The Reserve Infantry Division of Baicheng() was a reserve infantry formation of the People's Liberation Army active between 1982 and 1998.

The formation of the Reserve Division of Baicheng() started from May 1982 in Baicheng, Jilin. The division was then composed of:
1st Regiment - Fuyu
2nd Regiment - Zhenlai County
3rd Regiment - Taoan County
Artillery Regiment - Da'an

As of its activation, the division had 13,464 personnel. Among them, there were 78 cadres (officers) in active service, 1,576 cadres with pre-assigned positions, and 11,810 pre-assigned soldiers.
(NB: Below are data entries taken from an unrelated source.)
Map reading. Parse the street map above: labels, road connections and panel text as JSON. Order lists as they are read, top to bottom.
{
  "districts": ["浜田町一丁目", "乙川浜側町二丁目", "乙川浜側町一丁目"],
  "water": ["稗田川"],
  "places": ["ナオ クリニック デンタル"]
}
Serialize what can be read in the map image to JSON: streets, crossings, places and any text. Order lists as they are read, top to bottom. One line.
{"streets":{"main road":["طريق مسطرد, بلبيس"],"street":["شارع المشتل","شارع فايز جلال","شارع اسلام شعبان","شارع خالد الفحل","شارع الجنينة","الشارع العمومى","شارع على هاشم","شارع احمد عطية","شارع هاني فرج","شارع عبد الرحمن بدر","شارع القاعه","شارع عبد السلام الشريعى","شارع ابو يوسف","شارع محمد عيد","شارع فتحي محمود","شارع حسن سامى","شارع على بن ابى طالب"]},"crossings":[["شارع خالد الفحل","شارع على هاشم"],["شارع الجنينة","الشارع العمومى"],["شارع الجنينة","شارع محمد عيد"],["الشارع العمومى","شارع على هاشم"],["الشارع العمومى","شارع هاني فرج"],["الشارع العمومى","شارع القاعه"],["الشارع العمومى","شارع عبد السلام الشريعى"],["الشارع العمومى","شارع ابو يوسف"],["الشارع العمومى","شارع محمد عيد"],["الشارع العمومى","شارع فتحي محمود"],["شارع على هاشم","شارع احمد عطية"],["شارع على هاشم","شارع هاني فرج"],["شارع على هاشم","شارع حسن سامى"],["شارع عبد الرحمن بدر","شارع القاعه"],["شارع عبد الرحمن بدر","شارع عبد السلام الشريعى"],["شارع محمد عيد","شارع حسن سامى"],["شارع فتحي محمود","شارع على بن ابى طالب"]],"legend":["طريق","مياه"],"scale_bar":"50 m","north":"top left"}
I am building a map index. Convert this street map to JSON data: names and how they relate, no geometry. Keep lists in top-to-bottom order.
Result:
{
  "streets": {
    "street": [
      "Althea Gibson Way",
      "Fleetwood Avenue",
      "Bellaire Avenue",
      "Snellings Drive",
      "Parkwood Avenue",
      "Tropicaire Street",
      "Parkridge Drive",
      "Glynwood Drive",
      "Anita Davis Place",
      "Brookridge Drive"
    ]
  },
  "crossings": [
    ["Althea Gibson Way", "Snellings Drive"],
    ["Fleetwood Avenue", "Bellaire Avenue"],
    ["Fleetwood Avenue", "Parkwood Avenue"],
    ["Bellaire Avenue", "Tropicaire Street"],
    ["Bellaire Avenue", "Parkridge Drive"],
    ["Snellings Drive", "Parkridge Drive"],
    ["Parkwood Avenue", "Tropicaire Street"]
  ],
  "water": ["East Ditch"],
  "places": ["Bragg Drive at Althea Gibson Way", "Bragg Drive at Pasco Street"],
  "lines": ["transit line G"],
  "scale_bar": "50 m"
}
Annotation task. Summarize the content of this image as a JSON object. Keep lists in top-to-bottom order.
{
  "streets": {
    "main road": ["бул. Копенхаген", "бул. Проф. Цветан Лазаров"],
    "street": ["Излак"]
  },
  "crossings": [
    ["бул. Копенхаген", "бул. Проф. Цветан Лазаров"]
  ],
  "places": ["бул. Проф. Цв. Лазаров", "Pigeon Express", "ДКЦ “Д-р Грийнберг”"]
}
The division was redesignated as the Reserve Infantry Division of Baicheng() in February 1986.

In August 1986, a Reserve Communications Regiment was activated at Ji'an County and attached to the division. In March 1988, the regiment detached from the division.

In May 1988, the 3rd Infantry Regiment was reactivated at Taonan. By then the division was composed of:
1st Infantry Regiment - Fuyu
2nd Infantry Regiment - Zhenlai County
3rd Infantry Regiment - Taonan
Artillery Regiment - Da'an

In August 1998, the division merged with the 47th Infantry Division as the 47th Reserve Infantry Division of Jilin Provincial Military District.